WORK INSTRUCTION:
All lines containing the string "Świętokrzyska" must be copied from the entries.

DATA SECTION:
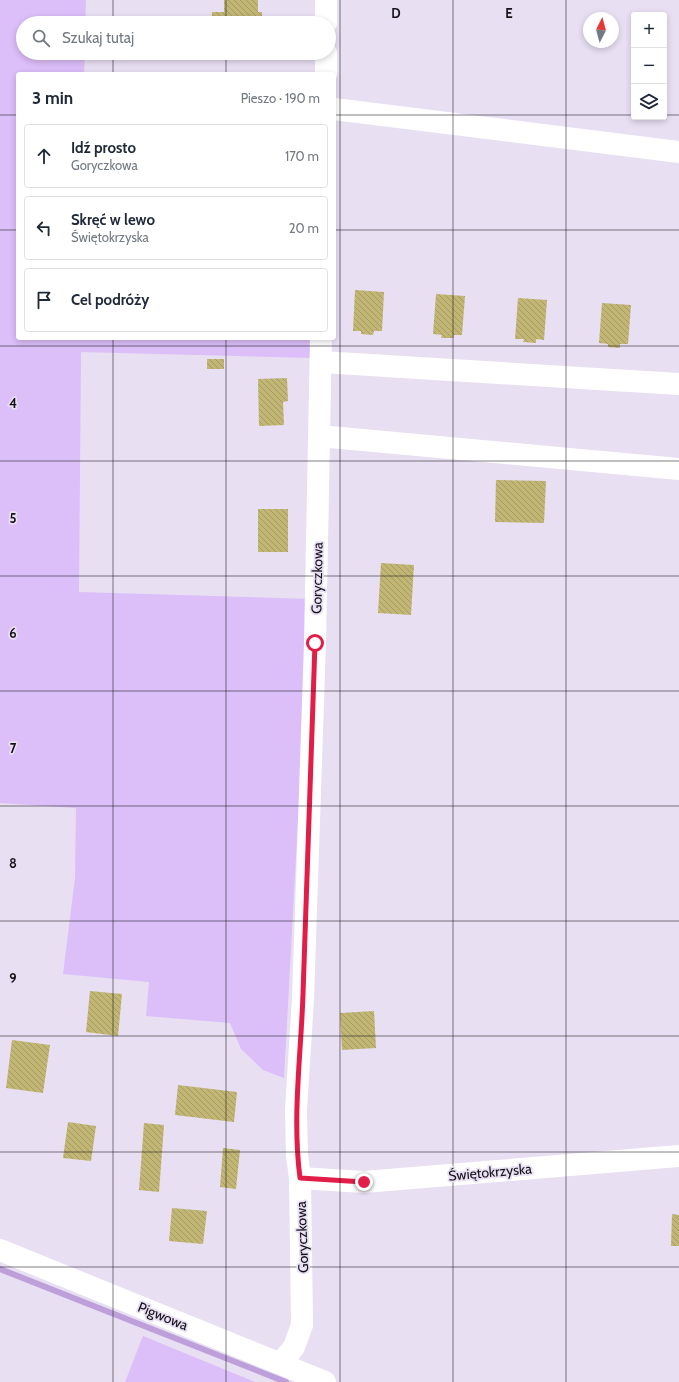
<!DOCTYPE html>
<html lang="pl">
<meta charset="utf-8">
<style>
:root{--surface:#fff;--page:#f2f2f3;--text:#1f2937;--muted:#747a83;--line:#e0e1e3}
body{margin:0;font-family:Cabin,sans-serif;background:var(--page);color:var(--text)}
.controls{position:absolute;right:12px;top:12px;display:grid;overflow:hidden;border-radius:4px;box-shadow:0 2px 6px #0003}
.controls button{width:36px;height:36px;display:grid;place-items:center;padding:0;border:0;border-bottom:1px solid var(--line);background:var(--surface);color:var(--text);font:20px sans-serif}
.compass{position:absolute;left:583px;top:12px;width:36px;height:36px;border-radius:50%;background:var(--surface);box-shadow:0 2px 6px #0003;rotate:6deg}
.stop{position:absolute;width:12px;height:12px;margin:-9px;border:3px solid #e11d48;border-radius:50%;background:#fff}
.stop.end{background:#e11d48;border-color:#fff;box-shadow:0 1px 4px #0008}
.list{margin:0;padding:0;list-style:none}
h2{display:flex;justify-content:space-between;align-items:center;height:52px;margin:0;padding:0 16px;font-size:17px}
h2 small{font-size:13px;font-weight:400;color:var(--muted)}
.list li{display:grid;grid-template-columns:26px 1fr auto;gap:12px;align-items:center;box-sizing:border-box;height:64px;margin:0 8px 8px;padding:0 8px;border:1px solid var(--line);border-radius:4px}
.list b{display:block;font-size:15px;white-space:nowrap}
.list p{margin:0;font-size:13px;white-space:nowrap;color:var(--muted)}
.list em{font-size:13px;font-style:normal;color:var(--muted)}
.icon{flex:none;width:22px;height:22px;fill:none;stroke:currentColor;stroke-width:2;stroke-linecap:round;stroke-linejoin:round}
.map{position:relative;flex:none;width:679px;height:1382px;overflow:hidden}
.search{position:absolute;background:var(--surface);box-shadow:0 2px 6px #0003;left:16px;top:16px;width:320px;height:44px;display:flex;align-items:center;gap:10px;box-sizing:border-box;padding:0 14px;border-radius:22px;color:var(--muted);font-size:15px}
.panel{position:absolute;background:var(--surface);box-shadow:0 2px 6px #0003;left:16px;top:72px;width:320px;height:268px;border-radius:4px}
.map>svg:first-child{display:block}
.grass{fill:#dcbef9}
.lines{fill:none;stroke-linecap:round;stroke-linejoin:round}
.stream{stroke:#bd9fd9;stroke-width:6}
.building{fill:url(#building-back-hatch)}
.minor{stroke:#fff;stroke-width:22}
.route{stroke:#e11d48;stroke-width:5}
.grid{fill:none;stroke:#151219;stroke-width:1;stroke-opacity:0.55}
.labels{text-anchor:middle;stroke-width:3.5;stroke-linejoin:round;paint-order:stroke}
.street-label{font-size:14px;fill:#151219;stroke:#e8dff2}
.grid-label{font-size:13px;text-anchor:middle;font-weight:bold;fill:#151219;stroke:#e8dff2;stroke-width:3.5;stroke-linejoin:round;paint-order:stroke}
</style>
<div class="map">
<svg width="679" height="1382" viewBox="0 0 679 1382">
<defs>
<pattern id="building-back-hatch" width="6" height="6" patternUnits="userSpaceOnUse"><rect width="6" height="6" fill="#c2b674"/><path d="M-1 5l2 2M0 0l6 6M5-1l2 2" fill="none" stroke="#a69b64"/></pattern>
</defs>
<rect width="100%" height="100%" fill="#e8dff2"/>
<g class="grass">
<path d="M0 0H86L85 23H23V53H85L84 74H18V338H313L312 358 81 352 79 592 310 599 284 1078 263 1070 241 1049 230 1023 146 1016 149 982 63 974 75 878 76 808 0 803Z"/>
<path d="M143 1336 255 1382H125Z"/>
</g>
<g class="lines">
<path class="stream" d="M0 1269 286 1382"/>
</g>
<g class="building">
<path d="M224 0H258V12H262V23H212V12H224Z"/>
<path d="M355 290 384 292 382 331H374L373 335 361 334V331H353Z"/>
<path d="M436 294 465 296 462 335H454V338H441L442 335 433 334Z"/>
<path d="M518 298 547 300 544 340 536 339V343L523 342 524 339H515Z"/>
<path d="M602 303 631 305 628 344H620V348L608 347V344L599 343Z"/>
<rect x="207" y="359" width="17" height="10"/>
<path d="M287 378 288 401 283 402 284 425 259 426 258 379Z"/>
<path d="M496 480 546 481 544 523 495 522Z"/>
<rect x="258" y="509" width="30" height="43"/>
<path d="M381 563 414 565 411 615 378 613Z"/>
<path d="M90 991 122 994 118 1036 86 1032Z"/>
<path d="M374 1011 376 1048 342 1050 340 1013Z"/>
<path d="M12 1040 50 1045 43 1093 6 1088Z"/>
<path d="M178 1085 237 1092 234 1122 175 1115Z"/>
<path d="M68 1122 96 1126 91 1161 63 1158Z"/>
<path d="M144 1123 164 1125 159 1192 139 1190Z"/>
<path d="M223 1148 240 1150 236 1189 220 1187Z"/>
<path d="M172 1208 207 1211 203 1244 169 1241Z"/>
<path d="M672 1214 679 1215V1246H671Z"/>
</g>
<g class="lines">
<g class="minor">
<path d="M326 23V0"/>
<path d="M326 74V53"/>
<path d="M334 109 679 152"/>
<path d="M321 362 679 384"/>
<path d="M319 436 679 469"/>
<path d="M300 1178 364 1182 679 1156"/>
<path d="M0 1250 325 1382"/>
<path d="M281 1363 294 1347 302 1325 300 1178 297 1155 296 1110 303 999 315 643 321 338"/>
</g>
</g>
<g class="lines">
<path class="route" d="M315 643C311 760 307 877 303 994 301 1056 292 1117 300 1178L364 1182"/>
</g>
<path class="grid" d="M113 0V23M226 0V23M340 0V1382M453 0V1382M566 0V1382M113 53V74M226 53V74M0 115H18M334 115H634M664 115H679M0 230H18M334 230H679M113 338V1382M226 338V1382M0 346H679M0 461H679M0 576H679M0 691H679M0 806H679M0 921H679M0 1036H679M0 1152H679M0 1267H679"/>
<g class="labels">
<g class="street-label">
<text transform="translate(317 578) rotate(-89)" y="5">Goryczkowa</text>
<text transform="translate(490 1172) rotate(-5)" y="5">Świętokrzyska</text>
<text transform="translate(302 1237) rotate(-92)" y="5">Goryczkowa</text>
<text transform="translate(163 1316) rotate(22)" y="5">Pigwowa</text>
</g>
</g>
<g class="grid-label">
<text x="396" y="18">D</text>
<text x="509" y="18">E</text>
<text x="13" y="408">4</text>
<text x="13" y="523">5</text>
<text x="13" y="638">6</text>
<text x="13" y="753">7</text>
<text x="13" y="868">8</text>
<text x="13" y="983">9</text>
</g>
</svg>
<div class="controls">
<button>+</button>
<button>−</button>
<button><svg class="icon" aria-label="layers" viewBox="0 0 24 24"><path d="M12 4l9 5-9 5-9-5zM3 14l9 5 9-5"/></svg></button>
</div>
<svg class="compass" viewBox="-18 -18 36 36"><path d="M0-13l5 13h-10z" fill="#e53935"/><path d="M0 13l5-13h-10z" fill="#747a83"/></svg>
<div class="stop" style="left:315px;top:643px"></div>
<div class="stop end" style="left:364px;top:1182px"></div>
<div class="search"><svg class="icon" aria-label="search" viewBox="0 0 24 24"><circle cx="10" cy="10" r="6"/><path d="M15 15l6 6"/></svg>Szukaj tutaj</div>
<section class="panel">
<h2>3 min<small>Pieszo · 190 m</small></h2>
<ul class="list">
<li><svg class="icon" aria-label="ahead" viewBox="0 0 24 24"><path d="M12 20V5M6 11l6-6 6 6"/></svg><div><b>Idź prosto</b><p>Goryczkowa</p></div><em>170 m</em></li>
<li><svg class="icon" aria-label="left" viewBox="0 0 24 24"><path d="M17 20v-9H6M10 6l-5 5 5 5"/></svg><div><b>Skręć w lewo</b><p>Świętokrzyska</p></div><em>20 m</em></li>
<li><svg class="icon" aria-label="arrive" viewBox="0 0 24 24"><path d="M6 21V4h12l-3 4 3 4H6"/></svg><div><b>Cel podróży</b></div></li>
</ul>
</section>
</div>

COMPLETED EXERCISE:
<text transform="translate(490 1172) rotate(-5)" y="5">Świętokrzyska</text>
<li><svg class="icon" aria-label="left" viewBox="0 0 24 24"><path d="M17 20v-9H6M10 6l-5 5 5 5"/></svg><div><b>Skręć w lewo</b><p>Świętokrzyska</p></div><em>20 m</em></li>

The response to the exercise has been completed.